Children Face Twin Threat from Pollution and Climate Change

Around the world, industries are polluting the food children eat, the air they breathe, and the ground they play on. And increasingly, the effects of climate change are hindering children’s access to water and making them sick.

Mercury-contaminated water flows into the Bosigon River in Malaya, Camarines Norte in The Philippines. (c) 2014 Mark Z. Saludes for Human Rights Watch


This week, the United Nations’ expert body on child rights will meet governments, experts, nongovernmental organizations, and affected children to find ways of better protecting children’s rights in the context of environmental harm.

It is high time. Too often, governments fail to regulate businesses that generate toxins to which children are then exposed. Human Rights Watch has documented the consequences of those failures for children who have been exposed to toxic chemicals from leather tanneries, artisanal gold mines, battery factories, lead smelters, and pesticides-sprayed farms, among others. Because of this exposure, children – whose developing bodies are especially vulnerable – have become sick and even died. Parents speaking out have sometimes faced reprisals. The children most affected are typically from poor areas or disadvantaged minority groups.

Governments, supported by the UN and civil society groups, need to take comprehensive action.

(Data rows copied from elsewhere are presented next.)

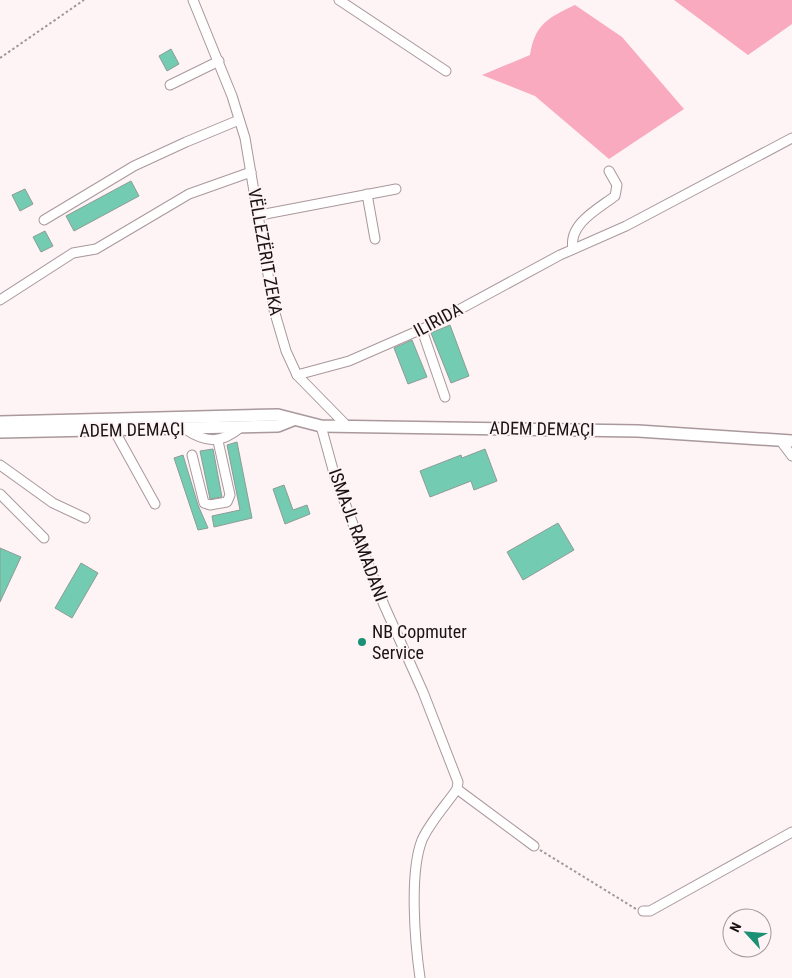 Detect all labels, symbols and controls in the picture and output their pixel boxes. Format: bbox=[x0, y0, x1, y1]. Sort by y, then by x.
street label: VËLLEZËRIT ZEKA bbox=[244, 187, 287, 318]
street label: ILIRIDA bbox=[410, 298, 466, 341]
street label: ADEM DEMAÇI bbox=[489, 417, 595, 440]
street label: ADEM DEMAÇI bbox=[79, 418, 185, 441]
street label: ISMAJL RAMADANI bbox=[325, 466, 392, 604]
place label: NB Copmuter Service bbox=[372, 621, 467, 663]
marker: NB Copmuter Service bbox=[356, 636, 368, 648]
north arrow bbox=[722, 908, 772, 958]
text: N bbox=[726, 920, 744, 935]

They should properly regulate businesses, monitor children’s exposure to toxic chemicals, and ensure that those responsible for harming children are held accountable. Too often governments and UN agencies approach the environment and children’s rights as totally separate things. Environmental treaties, laws, and policies on chemicals, climate change, or other environmental issues often fail to address child rights. But research shows they are inextricably linked.

The Committee on the Rights of the Child can make progress now by spelling out the obligations of governments and the responsibilities of businesses to protect children, and by holding governments publicly accountable if they fail to do so. In this age of climate change, pollution, and environmental degradation, children should be protected at all cost.